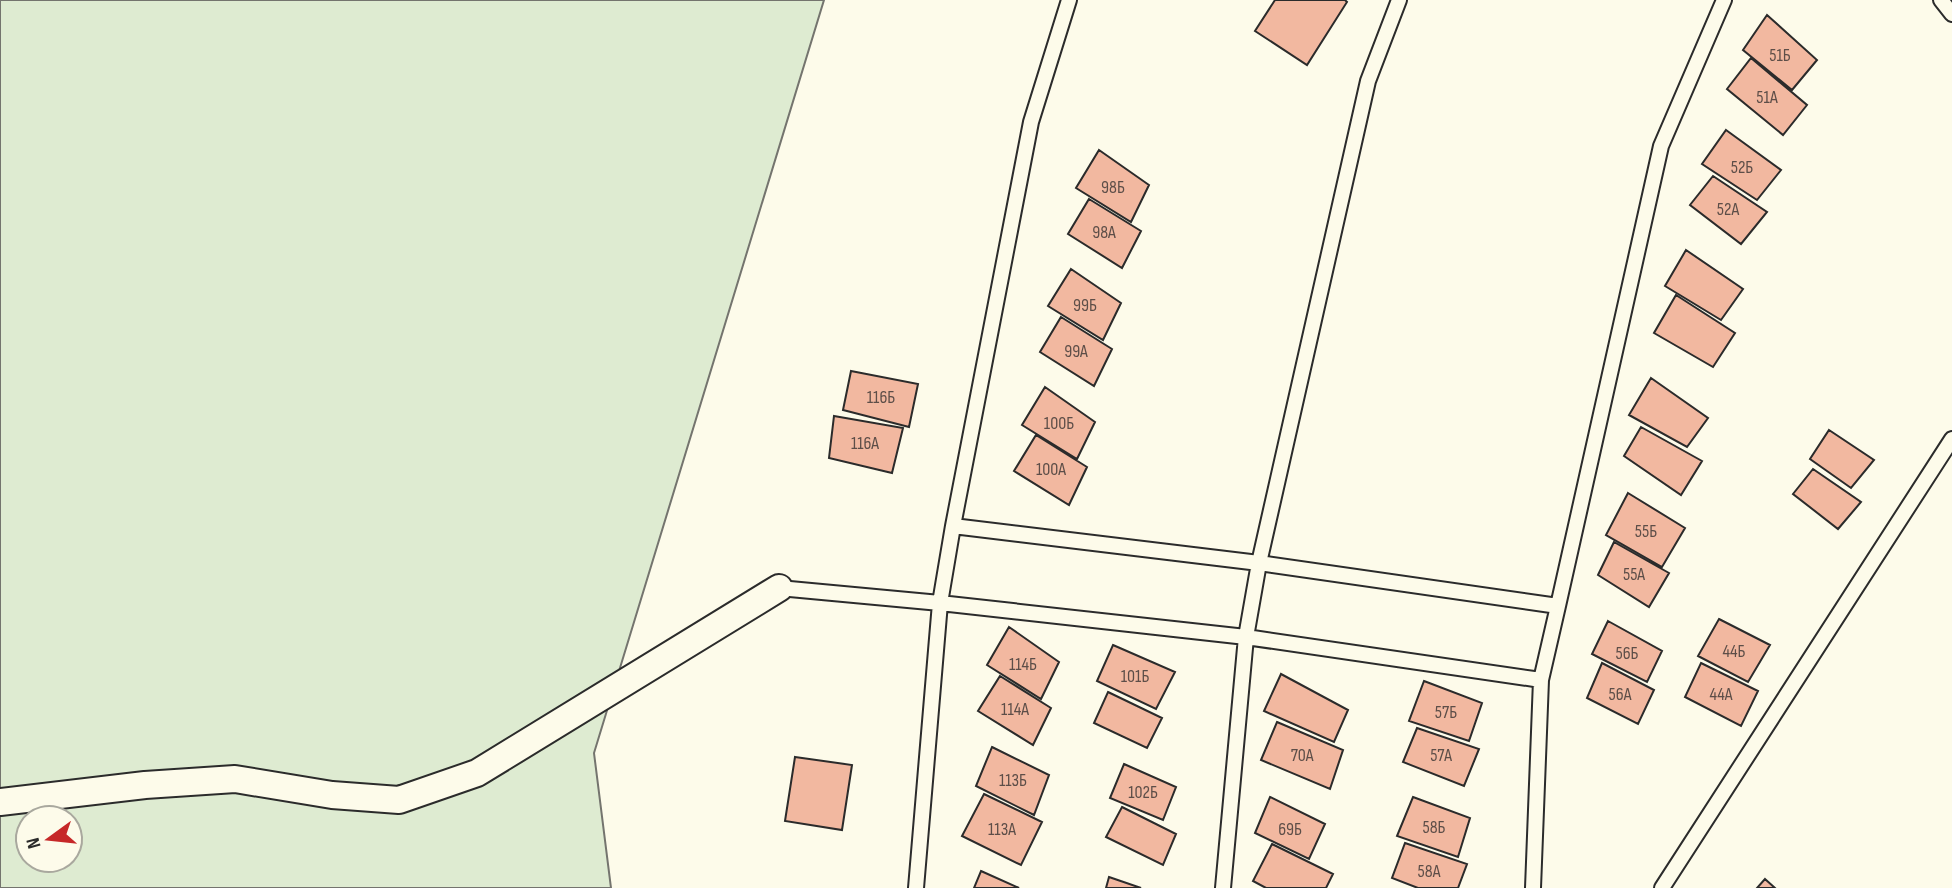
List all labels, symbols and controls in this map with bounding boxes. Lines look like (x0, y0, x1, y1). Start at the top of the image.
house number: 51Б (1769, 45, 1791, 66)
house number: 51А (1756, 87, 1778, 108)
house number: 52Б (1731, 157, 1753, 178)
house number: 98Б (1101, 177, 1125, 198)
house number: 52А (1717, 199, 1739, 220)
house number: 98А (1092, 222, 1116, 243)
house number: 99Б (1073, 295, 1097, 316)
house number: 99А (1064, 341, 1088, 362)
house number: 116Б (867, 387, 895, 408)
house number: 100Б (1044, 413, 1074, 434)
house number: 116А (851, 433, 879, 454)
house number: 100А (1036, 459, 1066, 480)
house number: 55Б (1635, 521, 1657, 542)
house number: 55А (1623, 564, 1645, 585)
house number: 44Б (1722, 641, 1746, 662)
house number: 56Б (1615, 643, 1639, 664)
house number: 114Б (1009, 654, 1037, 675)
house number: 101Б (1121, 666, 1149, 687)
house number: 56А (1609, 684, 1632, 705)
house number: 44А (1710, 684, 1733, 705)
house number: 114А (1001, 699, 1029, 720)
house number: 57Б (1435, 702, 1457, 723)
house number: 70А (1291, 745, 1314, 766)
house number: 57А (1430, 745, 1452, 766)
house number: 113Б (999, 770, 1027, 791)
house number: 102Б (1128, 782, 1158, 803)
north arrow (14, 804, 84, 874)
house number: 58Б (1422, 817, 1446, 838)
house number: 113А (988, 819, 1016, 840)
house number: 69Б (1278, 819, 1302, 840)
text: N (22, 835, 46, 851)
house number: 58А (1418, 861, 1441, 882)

___

Requirement
Copy out the data above exactly, except the pictures.

Response
List all labels, symbols and controls in this map with bounding boxes. Lines look like (x0, y0, x1, y1). Start at the top of the image.
house number: 51Б (1769, 45, 1791, 66)
house number: 51А (1756, 87, 1778, 108)
house number: 52Б (1731, 157, 1753, 178)
house number: 98Б (1101, 177, 1125, 198)
house number: 52А (1717, 199, 1739, 220)
house number: 98А (1092, 222, 1116, 243)
house number: 99Б (1073, 295, 1097, 316)
house number: 99А (1064, 341, 1088, 362)
house number: 116Б (867, 387, 895, 408)
house number: 100Б (1044, 413, 1074, 434)
house number: 116А (851, 433, 879, 454)
house number: 100А (1036, 459, 1066, 480)
house number: 55Б (1635, 521, 1657, 542)
house number: 55А (1623, 564, 1645, 585)
house number: 44Б (1722, 641, 1746, 662)
house number: 56Б (1615, 643, 1639, 664)
house number: 114Б (1009, 654, 1037, 675)
house number: 101Б (1121, 666, 1149, 687)
house number: 56А (1609, 684, 1632, 705)
house number: 44А (1710, 684, 1733, 705)
house number: 114А (1001, 699, 1029, 720)
house number: 57Б (1435, 702, 1457, 723)
house number: 70А (1291, 745, 1314, 766)
house number: 57А (1430, 745, 1452, 766)
house number: 113Б (999, 770, 1027, 791)
house number: 102Б (1128, 782, 1158, 803)
north arrow (14, 804, 84, 874)
house number: 58Б (1422, 817, 1446, 838)
house number: 113А (988, 819, 1016, 840)
house number: 69Б (1278, 819, 1302, 840)
text: N (22, 835, 46, 851)
house number: 58А (1418, 861, 1441, 882)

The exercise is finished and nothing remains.